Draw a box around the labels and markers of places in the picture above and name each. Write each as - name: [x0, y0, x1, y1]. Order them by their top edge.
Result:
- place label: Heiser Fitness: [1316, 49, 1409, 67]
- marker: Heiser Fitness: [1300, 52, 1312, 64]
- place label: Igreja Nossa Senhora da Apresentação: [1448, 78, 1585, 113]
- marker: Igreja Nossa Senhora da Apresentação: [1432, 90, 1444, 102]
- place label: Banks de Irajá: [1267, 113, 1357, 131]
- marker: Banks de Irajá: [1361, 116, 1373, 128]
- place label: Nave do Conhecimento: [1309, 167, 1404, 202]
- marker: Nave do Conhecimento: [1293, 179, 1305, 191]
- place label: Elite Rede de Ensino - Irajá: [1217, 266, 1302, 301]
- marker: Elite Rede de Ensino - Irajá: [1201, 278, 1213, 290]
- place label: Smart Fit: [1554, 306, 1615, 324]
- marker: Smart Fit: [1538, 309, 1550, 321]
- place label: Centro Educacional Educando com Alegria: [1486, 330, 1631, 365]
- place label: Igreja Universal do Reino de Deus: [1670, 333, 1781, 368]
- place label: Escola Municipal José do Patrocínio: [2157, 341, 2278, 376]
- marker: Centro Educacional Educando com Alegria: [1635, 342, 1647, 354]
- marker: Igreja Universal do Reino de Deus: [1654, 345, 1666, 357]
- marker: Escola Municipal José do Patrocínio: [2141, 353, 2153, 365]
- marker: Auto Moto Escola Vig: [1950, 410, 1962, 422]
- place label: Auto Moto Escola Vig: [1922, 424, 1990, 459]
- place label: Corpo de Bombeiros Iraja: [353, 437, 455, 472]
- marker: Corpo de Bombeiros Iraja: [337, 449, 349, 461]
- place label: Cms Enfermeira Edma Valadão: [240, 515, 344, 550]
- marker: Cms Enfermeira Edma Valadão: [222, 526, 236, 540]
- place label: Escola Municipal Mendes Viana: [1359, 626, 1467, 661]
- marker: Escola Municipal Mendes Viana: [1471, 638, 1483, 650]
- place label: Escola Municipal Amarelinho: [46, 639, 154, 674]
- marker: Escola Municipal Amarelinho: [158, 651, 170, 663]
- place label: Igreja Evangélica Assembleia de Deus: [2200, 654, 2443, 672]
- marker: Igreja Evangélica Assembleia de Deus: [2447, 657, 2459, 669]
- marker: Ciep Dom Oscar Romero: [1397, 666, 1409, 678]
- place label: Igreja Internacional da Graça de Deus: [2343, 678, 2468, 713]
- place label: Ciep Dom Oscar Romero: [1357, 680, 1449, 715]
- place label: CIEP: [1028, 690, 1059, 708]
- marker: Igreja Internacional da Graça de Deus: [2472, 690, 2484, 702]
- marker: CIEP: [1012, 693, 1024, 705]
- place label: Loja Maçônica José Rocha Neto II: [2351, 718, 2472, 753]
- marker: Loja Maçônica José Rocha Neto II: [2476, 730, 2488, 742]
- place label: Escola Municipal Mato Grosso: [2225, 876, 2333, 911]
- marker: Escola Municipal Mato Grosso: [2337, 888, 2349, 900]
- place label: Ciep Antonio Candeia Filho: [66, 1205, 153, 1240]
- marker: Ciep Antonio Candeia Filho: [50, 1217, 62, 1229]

════════════════════

### What to produce
Return all the data above once more, precisely as given.

### Written solution
Draw a box around the labels and markers of places in the picture above and name each. Write each as - name: [x0, y0, x1, y1]. Order them by their top edge.
Result:
- place label: Heiser Fitness: [1316, 49, 1409, 67]
- marker: Heiser Fitness: [1300, 52, 1312, 64]
- place label: Igreja Nossa Senhora da Apresentação: [1448, 78, 1585, 113]
- marker: Igreja Nossa Senhora da Apresentação: [1432, 90, 1444, 102]
- place label: Banks de Irajá: [1267, 113, 1357, 131]
- marker: Banks de Irajá: [1361, 116, 1373, 128]
- place label: Nave do Conhecimento: [1309, 167, 1404, 202]
- marker: Nave do Conhecimento: [1293, 179, 1305, 191]
- place label: Elite Rede de Ensino - Irajá: [1217, 266, 1302, 301]
- marker: Elite Rede de Ensino - Irajá: [1201, 278, 1213, 290]
- place label: Smart Fit: [1554, 306, 1615, 324]
- marker: Smart Fit: [1538, 309, 1550, 321]
- place label: Centro Educacional Educando com Alegria: [1486, 330, 1631, 365]
- place label: Igreja Universal do Reino de Deus: [1670, 333, 1781, 368]
- place label: Escola Municipal José do Patrocínio: [2157, 341, 2278, 376]
- marker: Centro Educacional Educando com Alegria: [1635, 342, 1647, 354]
- marker: Igreja Universal do Reino de Deus: [1654, 345, 1666, 357]
- marker: Escola Municipal José do Patrocínio: [2141, 353, 2153, 365]
- marker: Auto Moto Escola Vig: [1950, 410, 1962, 422]
- place label: Auto Moto Escola Vig: [1922, 424, 1990, 459]
- place label: Corpo de Bombeiros Iraja: [353, 437, 455, 472]
- marker: Corpo de Bombeiros Iraja: [337, 449, 349, 461]
- place label: Cms Enfermeira Edma Valadão: [240, 515, 344, 550]
- marker: Cms Enfermeira Edma Valadão: [222, 526, 236, 540]
- place label: Escola Municipal Mendes Viana: [1359, 626, 1467, 661]
- marker: Escola Municipal Mendes Viana: [1471, 638, 1483, 650]
- place label: Escola Municipal Amarelinho: [46, 639, 154, 674]
- marker: Escola Municipal Amarelinho: [158, 651, 170, 663]
- place label: Igreja Evangélica Assembleia de Deus: [2200, 654, 2443, 672]
- marker: Igreja Evangélica Assembleia de Deus: [2447, 657, 2459, 669]
- marker: Ciep Dom Oscar Romero: [1397, 666, 1409, 678]
- place label: Igreja Internacional da Graça de Deus: [2343, 678, 2468, 713]
- place label: Ciep Dom Oscar Romero: [1357, 680, 1449, 715]
- place label: CIEP: [1028, 690, 1059, 708]
- marker: Igreja Internacional da Graça de Deus: [2472, 690, 2484, 702]
- marker: CIEP: [1012, 693, 1024, 705]
- place label: Loja Maçônica José Rocha Neto II: [2351, 718, 2472, 753]
- marker: Loja Maçônica José Rocha Neto II: [2476, 730, 2488, 742]
- place label: Escola Municipal Mato Grosso: [2225, 876, 2333, 911]
- marker: Escola Municipal Mato Grosso: [2337, 888, 2349, 900]
- place label: Ciep Antonio Candeia Filho: [66, 1205, 153, 1240]
- marker: Ciep Antonio Candeia Filho: [50, 1217, 62, 1229]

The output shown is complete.